Stored data entries:

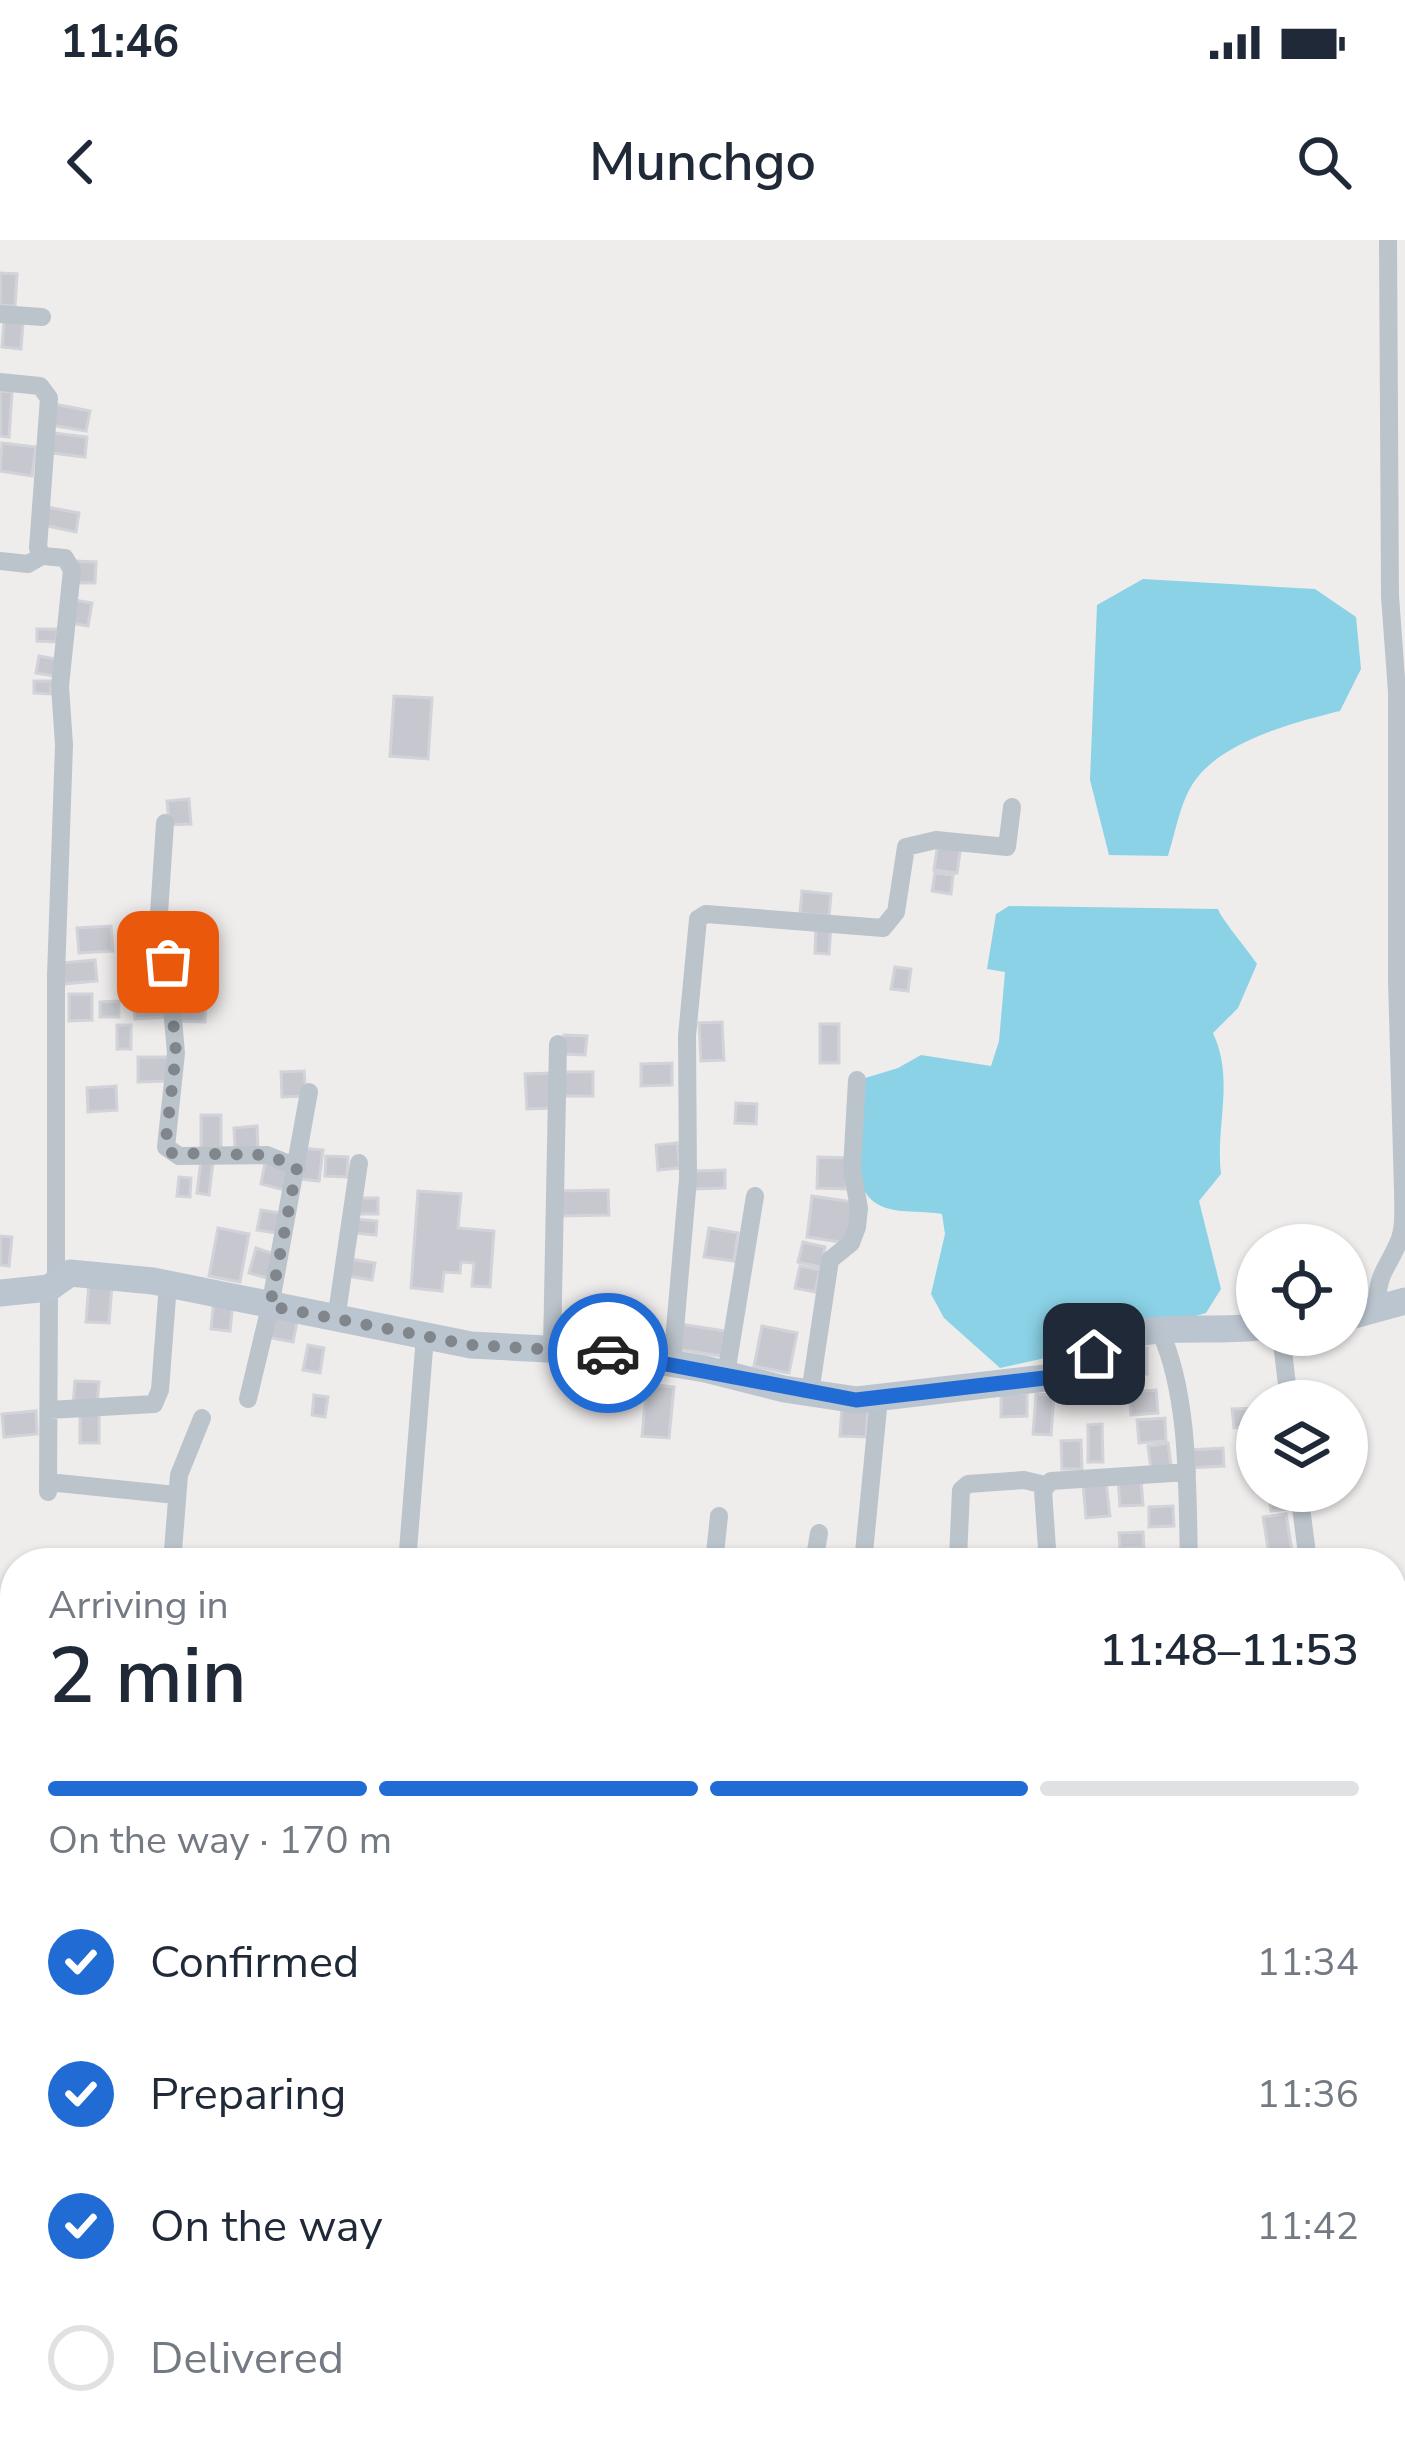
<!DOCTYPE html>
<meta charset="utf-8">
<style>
:root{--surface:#fff;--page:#f2f2f3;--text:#1f2937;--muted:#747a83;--line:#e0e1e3;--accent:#216cd4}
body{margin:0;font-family:"Nunito Sans",sans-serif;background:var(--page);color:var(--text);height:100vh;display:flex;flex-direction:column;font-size:45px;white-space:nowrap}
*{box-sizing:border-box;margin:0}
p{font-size:39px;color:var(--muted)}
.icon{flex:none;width:66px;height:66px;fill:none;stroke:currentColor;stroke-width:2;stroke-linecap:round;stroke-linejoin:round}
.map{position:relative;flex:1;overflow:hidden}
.details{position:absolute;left:0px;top:1308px;width:1407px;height:903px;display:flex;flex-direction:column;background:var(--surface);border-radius:48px 48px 0 0;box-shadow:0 3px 9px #0004}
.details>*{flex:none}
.controls{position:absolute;left:1236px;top:984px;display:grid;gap:24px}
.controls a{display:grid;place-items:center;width:132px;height:132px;border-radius:50%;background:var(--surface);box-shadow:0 3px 9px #0004;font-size:60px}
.pin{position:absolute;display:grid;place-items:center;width:102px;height:102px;color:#fff;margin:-51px;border-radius:24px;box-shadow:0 6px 18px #0006}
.courier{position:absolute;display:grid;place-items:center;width:120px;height:120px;margin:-60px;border:9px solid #216cd4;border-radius:50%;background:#fff;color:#222;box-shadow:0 3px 15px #0007}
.summary em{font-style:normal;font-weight:600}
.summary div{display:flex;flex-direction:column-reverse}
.summary{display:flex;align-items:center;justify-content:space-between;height:204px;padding:0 48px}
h1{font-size:78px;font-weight:600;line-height:90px}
.bar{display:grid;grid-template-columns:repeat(4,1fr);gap:18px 12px;align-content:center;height:144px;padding:0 48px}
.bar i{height:15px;border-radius:9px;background:var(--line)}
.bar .active{background:var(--accent)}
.bar p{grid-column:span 4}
ol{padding:0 48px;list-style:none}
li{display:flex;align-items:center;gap:36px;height:132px}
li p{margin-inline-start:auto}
li .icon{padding:12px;border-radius:50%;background:var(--accent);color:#fff;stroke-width:4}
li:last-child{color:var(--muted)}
li i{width:66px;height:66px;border:6px solid var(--line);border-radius:50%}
.status{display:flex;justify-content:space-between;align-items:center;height:84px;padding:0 60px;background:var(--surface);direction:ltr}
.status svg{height:33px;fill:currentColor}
header{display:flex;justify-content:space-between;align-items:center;height:156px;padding:0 48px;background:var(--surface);font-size:54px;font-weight:600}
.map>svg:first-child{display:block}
</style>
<div class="status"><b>11:46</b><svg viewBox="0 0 49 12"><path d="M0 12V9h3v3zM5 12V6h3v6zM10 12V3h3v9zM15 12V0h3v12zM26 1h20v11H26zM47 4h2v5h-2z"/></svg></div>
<header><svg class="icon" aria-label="back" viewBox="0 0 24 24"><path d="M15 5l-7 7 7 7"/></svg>Munchgo<svg class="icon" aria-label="search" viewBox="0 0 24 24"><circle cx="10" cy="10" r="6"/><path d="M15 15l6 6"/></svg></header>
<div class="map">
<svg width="1405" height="2209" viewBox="0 0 1405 2209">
<rect width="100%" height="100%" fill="#efecec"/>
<path fill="#8bd2e7" d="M1143,339L1315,349L1356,377L1361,429L1340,471C1295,482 1218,502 1192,545C1180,564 1175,594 1168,616L1109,615L1090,540L1097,365Z
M1009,666L1218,669C1221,679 1248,710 1257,724L1238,768L1213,793C1235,840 1215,886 1221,934L1199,961L1221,1049L1206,1073L1157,1087L1122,1089L1045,1118L1000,1128L944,1078L931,1054L945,994L942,974C925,971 902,973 886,968C840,954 859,875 862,839L898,828L921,815L991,826L999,801L1005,732L987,729L996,674Z"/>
<path fill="#c7c8cf" stroke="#d1d3d8" stroke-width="3" d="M0,33L17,34L15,66L0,65Z
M4,81L23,83L21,109L2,107Z
M0,151L12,152L9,197L0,196Z
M54,164L90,171L86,191L50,185Z
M54,193L87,197L85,217L51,213Z
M2,203L36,207L32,236L0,231Z
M47,267L79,273L76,292L43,285Z
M74,321L96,322L95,343H73Z
M74,360L92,363L88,386L71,383Z
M37,389H57V402L37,401Z
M39,416L56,419L54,436L36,433Z
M34,441H51V454L34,453Z
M394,456L432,458L428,519L390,516Z
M189,559L191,584L169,585L167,561Z
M938,602L961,605L957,633L934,630Z
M935,633L953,635L951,654L932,651Z
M802,651L831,654L829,676L800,673Z
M167,677L195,681L192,705L164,702Z
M816,685L831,686L829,714L815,713Z
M111,686L113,711L79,713L77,688Z
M144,709L145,726L127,728L125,711Z
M95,720L97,741L63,744L61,723Z
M895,727L911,729L908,751L891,749Z
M161,744L165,777L135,779L132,747Z
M69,754H92V780L69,781Z
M180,760H206L205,782L180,781Z
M119,761V777H100V762Z
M722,782L724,820L701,821L699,783Z
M820,784H839V823H820Z
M117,785H131V809H117Z
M564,795L587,796L585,815L563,814Z
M138,817H168L169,841L138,842Z
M672,823V845L641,846V824Z
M304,831L306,856L282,857L281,832Z
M562,832H593V856H562Z
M550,833L552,868L527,869L525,834Z
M116,846L117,870L88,872L87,848Z
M736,863L757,864L756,884L735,883Z
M201,875H221V908H201Z
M257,886L258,910L235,912L234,888Z
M677,903L680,928L658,930L656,905Z
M302,908L323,910L319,941L299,939Z
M326,916L348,917L347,937L325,936Z
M818,917L848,918L846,949L817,948Z
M201,920L213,922L209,955L197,953Z
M265,923L288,928L284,950L261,944Z
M725,930V948L693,949V931Z
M179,937L191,938L190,957L177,956Z
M608,950L609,975L560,976V951Z
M418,951L461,954L458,988L494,991L490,1047L472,1046L474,1023L461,1022L460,1033L444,1032L442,1051L411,1048Z
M812,956L853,962L847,1003L807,997Z
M360,958H378V974H360Z
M261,970L280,973L276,993L257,990Z
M355,979L377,981L376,995L354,993Z
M218,988L249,994L240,1042L209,1036Z
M709,988L738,993L734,1021L704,1017Z
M0,996L12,997L9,1026L0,1025Z
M803,1002L825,1007L821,1027L798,1022Z
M256,1008L277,1015L270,1039L249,1033Z
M351,1019L375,1023L372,1040L347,1036Z
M800,1026L820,1030L815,1052L795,1048Z
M89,1042L112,1044L109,1083L86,1082Z
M214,1060L233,1063L230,1091L211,1089Z
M271,1077L297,1082L293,1102L267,1097Z
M680,1084L725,1091L721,1116L676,1109Z
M762,1086L797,1093L789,1133L754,1126Z
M308,1105L324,1108L320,1133L303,1130Z
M1129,1108H1147V1134H1129Z
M75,1141L99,1142L97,1166L73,1165Z
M647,1144L674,1147L669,1198L642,1196Z
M1156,1150L1158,1173L1131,1175L1129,1152Z
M1027,1153V1176L1001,1177V1154Z
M1036,1154L1054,1155L1051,1195L1033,1194Z
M314,1155L328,1157L325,1177L312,1175Z
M842,1165L868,1167L866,1197L840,1196Z
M1257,1168V1186L1234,1188L1232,1169Z
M99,1170V1203H80V1171Z
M36,1171L37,1194L4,1197L2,1174Z
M1165,1178L1166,1201L1139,1203L1137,1180Z
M1102,1184L1103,1222H1088V1185Z
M1081,1200L1082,1229H1062L1061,1201Z
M1168,1203L1171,1225L1151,1228L1148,1206Z
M1223,1208L1224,1226L1189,1228L1188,1210Z
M1141,1239L1143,1265L1120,1266L1118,1240Z
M1106,1242L1110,1276L1086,1278L1083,1245Z
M1292,1254L1294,1268L1271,1271L1269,1257Z
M1173,1266L1174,1286L1149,1287V1267Z
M1286,1274L1292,1311L1269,1314L1263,1277Z
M1143,1292L1144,1308H1120L1119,1293Z
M869,1309L904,1315L903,1323H866Z
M724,1312L757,1322V1323H721Z
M1118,1312L1146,1313V1323H1118Z
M1175,1313V1323H1151V1314Z
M0,1517H15V1541H0Z
M0,1786H7V1809H0Z
M0,1811L8,1812V1836H0Z
M1392,2051L1405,2052V2090L1392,2089Z
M15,2075V2102H0V2076Z
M1394,2107L1405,2108V2132L1392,2130Z
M7,2116L15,2117V2156L6,2155Z
M77,2196H101V2209H78Z
M565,2196H588L587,2209H564Z
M980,2196H998L1001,2197L996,2209H974Z
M1003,2196H1020L1015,2209H998Z
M1108,2196L1129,2206L1128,2209H1101Z"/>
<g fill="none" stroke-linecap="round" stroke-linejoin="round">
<path stroke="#bbc4cb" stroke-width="18" d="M0,74L42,77
M0,142L40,146L49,158L38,308L43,316L65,318L72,330L60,446L64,505L56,736V1043
M0,321L28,324L42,316
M165,583L158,689L168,722L176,813L166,907L179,916L267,915L297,927
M1376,1069C1379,1028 1385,1034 1399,1001C1405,986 1403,966 1403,950L1397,740V452L1390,356L1388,0
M336,1080L359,923
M1160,1091C1190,1157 1187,1250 1189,1323
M1281,1095L1289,1161
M552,1109L558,804
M672,1124L688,939L687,796L698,679L706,674L883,688L896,672L906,607L936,600L1007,607L1012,567
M726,1134L755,956
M810,1153L830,1020L851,1003L857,987L859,968L852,929L857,840
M248,1159L270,1067L309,852
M49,1170L154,1164L160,1150L168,1044
M48,1242L176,1255
M1299,1251L1307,1314
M48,1252L49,1048
M958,1319L961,1250L968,1244L1024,1240L1045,1245
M172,1323L179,1235L202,1178
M407,1323L425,1096
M714,1323L719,1276
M814,1323L819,1293
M863,1323L879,1158
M1048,1323L1043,1250L1051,1241L1187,1232
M1404,1605H1405
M0,1660L15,1661
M1392,1750L1405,1751
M0,1884H15
M1392,1943L1405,1944
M1392,2047L1405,2049
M0,2114H15
M0,2167L6,2209
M109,2196V2209
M418,2196V2209
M457,2196L463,2204L549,2200L555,2201L559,2209
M777,2196V2209
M914,2196L939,2209
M1373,2196L1394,2209
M196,2209L197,2196
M338,2209V2196
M1243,2209L1247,2196
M1315,2209L1320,2196"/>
<path stroke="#bbc5d0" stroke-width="27" d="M0,1053L49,1048L70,1033L153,1041L471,1105L602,1112L705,1129L784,1149L857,1160L1045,1138C1080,1124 1112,1095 1150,1091C1185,1087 1222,1091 1257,1087
M1347,1077L1405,1061"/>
</g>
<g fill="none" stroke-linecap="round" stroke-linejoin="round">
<path stroke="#81868c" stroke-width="12" stroke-dasharray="0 21.6" d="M168,722L176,813L166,899L170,913L267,915L297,927L270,1066L471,1105L608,1113"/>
<path stroke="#216cd4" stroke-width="15" d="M608,1113L856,1160L1045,1138L1094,1114"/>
</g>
</svg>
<div class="controls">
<a><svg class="icon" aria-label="locate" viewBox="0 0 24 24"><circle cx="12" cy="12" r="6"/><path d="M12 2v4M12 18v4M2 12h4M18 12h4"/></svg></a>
<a><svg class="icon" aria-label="layers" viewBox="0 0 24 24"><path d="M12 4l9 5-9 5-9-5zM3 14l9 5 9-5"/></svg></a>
</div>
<div class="pin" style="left:168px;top:722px;background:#ea580c"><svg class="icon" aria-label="bag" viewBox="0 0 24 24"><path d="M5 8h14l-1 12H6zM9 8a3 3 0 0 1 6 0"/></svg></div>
<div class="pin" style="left:1094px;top:1114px;background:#1f2937"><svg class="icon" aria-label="home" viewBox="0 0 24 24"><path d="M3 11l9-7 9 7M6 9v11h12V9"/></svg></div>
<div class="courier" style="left:608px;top:1113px"><svg class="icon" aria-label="car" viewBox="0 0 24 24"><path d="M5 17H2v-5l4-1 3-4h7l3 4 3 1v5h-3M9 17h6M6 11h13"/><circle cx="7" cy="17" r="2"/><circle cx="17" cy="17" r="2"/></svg></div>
<section class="details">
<div class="summary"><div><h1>2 min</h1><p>Arriving in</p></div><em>11:48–11:53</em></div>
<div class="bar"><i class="active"></i><i class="active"></i><i class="active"></i><i></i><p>On the way · 170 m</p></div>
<ol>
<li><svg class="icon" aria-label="check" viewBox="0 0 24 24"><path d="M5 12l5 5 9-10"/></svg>Confirmed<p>11:34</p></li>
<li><svg class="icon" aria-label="check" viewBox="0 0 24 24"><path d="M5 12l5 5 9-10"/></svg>Preparing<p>11:36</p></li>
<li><svg class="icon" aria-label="check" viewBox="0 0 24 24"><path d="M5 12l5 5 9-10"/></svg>On the way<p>11:42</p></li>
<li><i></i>Delivered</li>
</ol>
</section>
</div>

PROMPT
Filter the entries down to the lines with the word "summary" in them, and copy those lines.

ANSWER FOR THE TASK
.summary em{font-style:normal;font-weight:600}
.summary div{display:flex;flex-direction:column-reverse}
.summary{display:flex;align-items:center;justify-content:space-between;height:204px;padding:0 48px}
<div class="summary"><div><h1>2 min</h1><p>Arriving in</p></div><em>11:48–11:53</em></div>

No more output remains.